Directions →
Scan the lines below for the word "strokeStyle". Copy each line you find it in.

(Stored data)

########################################

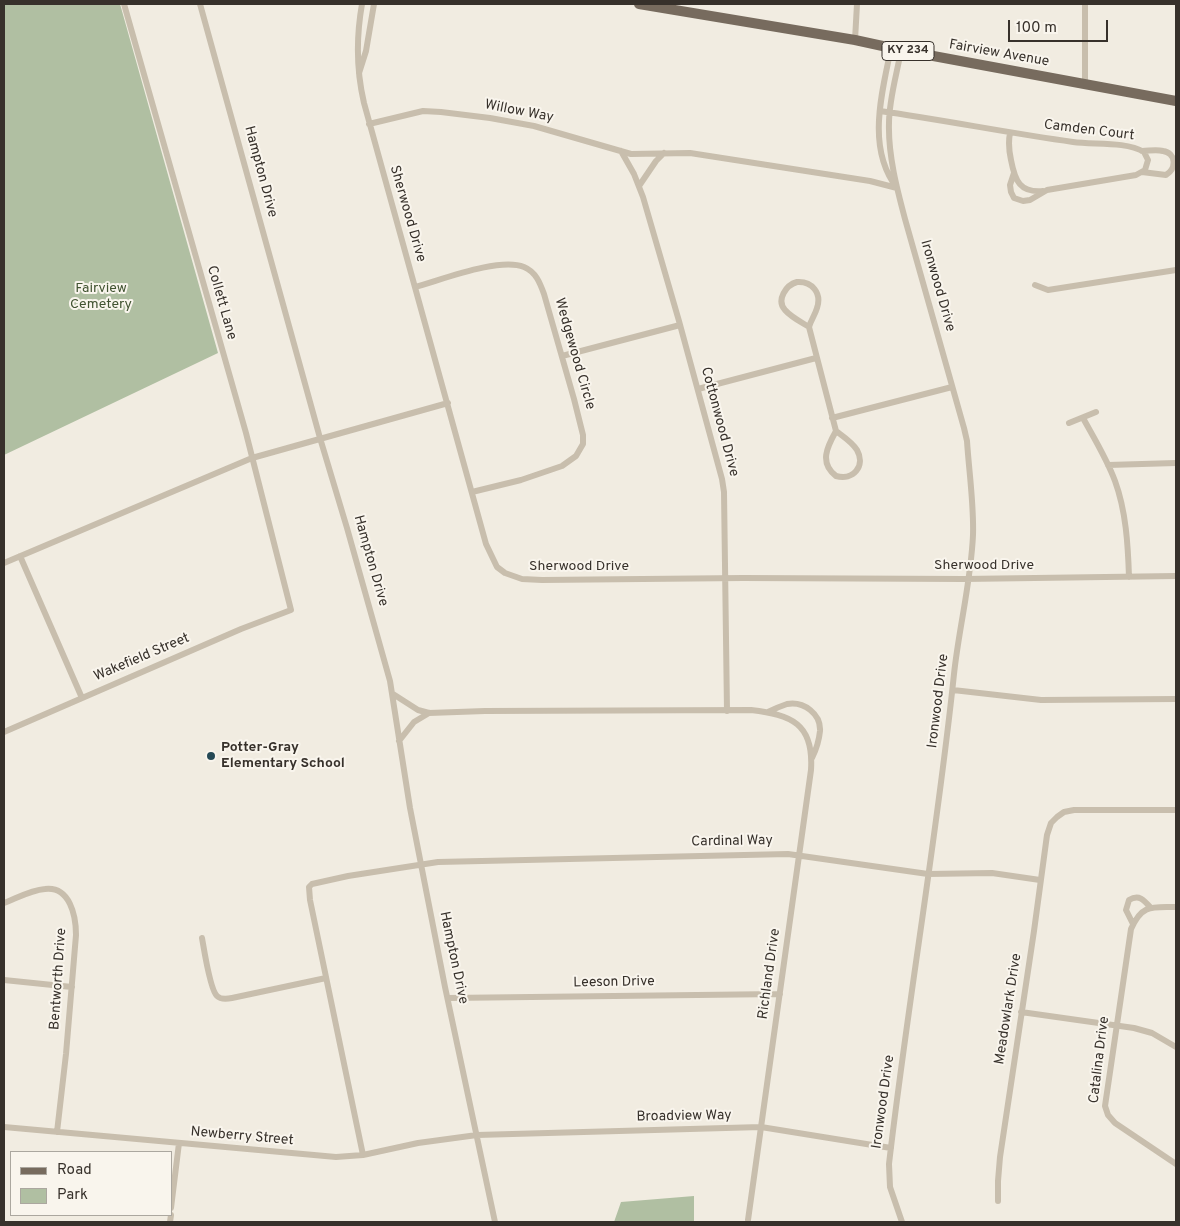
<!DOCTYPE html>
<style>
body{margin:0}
#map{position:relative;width:1180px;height:1226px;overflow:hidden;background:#f1ece1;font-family:Overpass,sans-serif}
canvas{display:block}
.frame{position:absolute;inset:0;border:5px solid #37312b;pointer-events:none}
.legend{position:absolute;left:10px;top:1151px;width:162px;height:65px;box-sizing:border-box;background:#f9f5ed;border:1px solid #aba79f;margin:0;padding:6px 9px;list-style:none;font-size:15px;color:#37312b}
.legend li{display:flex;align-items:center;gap:10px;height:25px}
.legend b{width:25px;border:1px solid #aba79f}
.scale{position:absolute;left:1008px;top:20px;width:100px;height:22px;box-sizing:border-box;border:2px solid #37312b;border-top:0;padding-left:6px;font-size:15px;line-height:18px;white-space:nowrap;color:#37312b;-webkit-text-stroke:4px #f9f5ed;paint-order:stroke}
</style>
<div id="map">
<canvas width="1180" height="1226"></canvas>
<div class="frame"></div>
<ul class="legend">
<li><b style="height:6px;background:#776b5e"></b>Road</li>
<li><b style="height:14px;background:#b0bfa2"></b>Park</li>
</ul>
<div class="scale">100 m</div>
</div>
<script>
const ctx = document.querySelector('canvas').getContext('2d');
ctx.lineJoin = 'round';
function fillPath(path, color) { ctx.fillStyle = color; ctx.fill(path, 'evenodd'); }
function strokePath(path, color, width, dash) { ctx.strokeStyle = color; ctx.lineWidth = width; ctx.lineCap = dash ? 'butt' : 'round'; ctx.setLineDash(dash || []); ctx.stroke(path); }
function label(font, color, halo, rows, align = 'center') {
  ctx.font = font + ' Overpass,sans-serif'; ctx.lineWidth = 4; ctx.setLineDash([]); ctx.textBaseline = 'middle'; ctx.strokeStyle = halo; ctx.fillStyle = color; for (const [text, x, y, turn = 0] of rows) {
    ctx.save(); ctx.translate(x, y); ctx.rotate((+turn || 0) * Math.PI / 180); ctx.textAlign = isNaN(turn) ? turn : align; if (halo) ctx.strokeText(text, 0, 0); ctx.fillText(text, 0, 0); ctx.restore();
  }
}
fillPath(new Path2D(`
 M4,4H120L218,353L4,455Z
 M694,1196V1222H614L621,1202Z`), '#b0bfa2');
strokePath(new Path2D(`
 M200,4L320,438L347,528L390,681L410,808L445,987L495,1222
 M362,4C356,38 356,69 364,103L486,544L497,567L505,573L522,579L542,580L743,578L964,579L1176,576
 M855,40L857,4
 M891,48C882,93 866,148 897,188
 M901,50C897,74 889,99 889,123C888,155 897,189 905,219L964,428L967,441C969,472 974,504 973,535C971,582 959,627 954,674C937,837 908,1000 889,1164L890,1187L902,1222
 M359,73L366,51L374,4
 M1085,83V4
 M880,111C944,120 1008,133 1073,142C1094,145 1125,141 1144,152L1148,160L1145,170L1136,175L1047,190L1030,200L1023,201L1014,198L1011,192L1010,185L1014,173
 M369,124L423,111L441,112L490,118L534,126L631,154L690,153L870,181L897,188
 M1010,133C1008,143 1009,151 1011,160C1015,181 1020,193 1043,191
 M621,151L634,174L643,197L679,321L722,479L724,492L727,711
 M1142,172L1166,175C1177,168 1176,153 1163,151C1156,149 1149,151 1142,151
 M639,186L656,161L664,153
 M797,282C812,281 822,293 817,308C815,315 811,320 809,327C801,322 791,317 785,310C776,300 786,285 797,282Z
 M1035,285L1048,290L1176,270
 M415,287C441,280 499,257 524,267C536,272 540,283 544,294L574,399L583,435V444L576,456L562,466L521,480L472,492
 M809,327L836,431
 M562,356L680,325
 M698,389L816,358
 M832,418L952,387
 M1083,418C1094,438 1107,459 1115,481C1126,511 1128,545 1129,577
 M1069,423L1096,412
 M836,431C844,437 852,442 857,450C866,466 853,481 836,476C819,463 827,447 836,431Z
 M1108,465L1176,463
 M20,556L82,698
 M4,563L252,458L448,403
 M953,690L1041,700L1176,699
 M393,694L418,710L429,713L485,711L751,710C791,715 814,723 811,770L748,1220
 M768,712C774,709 781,706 787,704C804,701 821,714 820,731C819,741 816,750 812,758
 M4,732L241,629L291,610L246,433L124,4
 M399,741L414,722L429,713
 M4,903C17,898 31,890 45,889C70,886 76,916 76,935L66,1054L57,1132
 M1176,907C1152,907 1142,904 1131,929L1105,1106L1108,1115L1115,1123L1176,1164
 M1133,924L1126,910L1129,900C1139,894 1144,900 1150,907
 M202,938C204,949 210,990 217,996C221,1000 227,999 232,998L326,978
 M4,980L72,987
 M448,998L780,994
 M1021,1012L1134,1028L1152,1033L1176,1047
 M4,1127L336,1157L363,1155L418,1143L477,1135L761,1127L891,1148
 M363,1155L310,900L309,887L312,884L348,876L438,862L788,854L928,874L992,873L1040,880
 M998,1201V1181L1000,1157L1034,931L1047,835L1051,823L1057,817L1064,812L1074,810H1176
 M171,1208L179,1143
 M170,1222L171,1215`), '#c8bead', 6);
strokePath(new Path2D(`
 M639,4L855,40L901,50L1176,101`), '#776b5e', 10);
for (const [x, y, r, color] of [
 [211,756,5,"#254955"]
]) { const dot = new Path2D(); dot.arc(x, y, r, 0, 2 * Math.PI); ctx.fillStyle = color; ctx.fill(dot); strokePath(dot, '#f9f5ed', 2); }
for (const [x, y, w] of [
 [908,51,52]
]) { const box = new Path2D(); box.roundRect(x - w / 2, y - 9.5, w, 19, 4); ctx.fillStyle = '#f9f5ed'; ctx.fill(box); strokePath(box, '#37312b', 1); }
label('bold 12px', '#37312b', null, [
 ["KY 234",908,51]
]);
label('14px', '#37312b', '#f9f5ed', [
 ["Fairview Avenue",999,54,10],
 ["Willow Way",519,112,11],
 ["Camden Court",1089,131,7],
 ["Hampton Drive",260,172,75],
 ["Sherwood Drive",407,214,74],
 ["Ironwood Drive",937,286,74],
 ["Collett Lane",221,303,74],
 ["Wedgewood Circle",574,354,74],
 ["Cottonwood Drive",719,422,75],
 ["Hampton Drive",370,561,74],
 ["Sherwood Drive",984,566],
 ["Sherwood Drive",579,567],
 ["Wakefield Street",142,658,-23],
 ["Ironwood Drive",939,701,-83],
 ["Cardinal Way",732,842,-1],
 ["Hampton Drive",453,958,78],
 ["Richland Drive",770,974,-82],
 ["Bentworth Drive",59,979,-86],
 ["Leeson Drive",614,983,-1],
 ["Meadowlark Drive",1009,1009,-81],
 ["Catalina Drive",1100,1060,-83],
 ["Ironwood Drive",884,1102,-82],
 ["Broadview Way",684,1117,-1],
 ["Newberry Street",242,1137,5]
]);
label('14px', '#415331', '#f9f5ed', [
 ["Fairview",101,289],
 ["Cemetery",101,305]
]);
label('bold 14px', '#37312b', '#f9f5ed', [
 ["Potter-Gray",221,748],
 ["Elementary School",221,764]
], 'left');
</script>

########################################

Response for this exercise →
function strokePath(path, color, width, dash) { ctx.strokeStyle = color; ctx.lineWidth = width; ctx.lineCap = dash ? 'butt' : 'round'; ctx.setLineDash(dash || []); ctx.stroke(path); }
  ctx.font = font + ' Overpass,sans-serif'; ctx.lineWidth = 4; ctx.setLineDash([]); ctx.textBaseline = 'middle'; ctx.strokeStyle = halo; ctx.fillStyle = color; for (const [text, x, y, turn = 0] of rows) {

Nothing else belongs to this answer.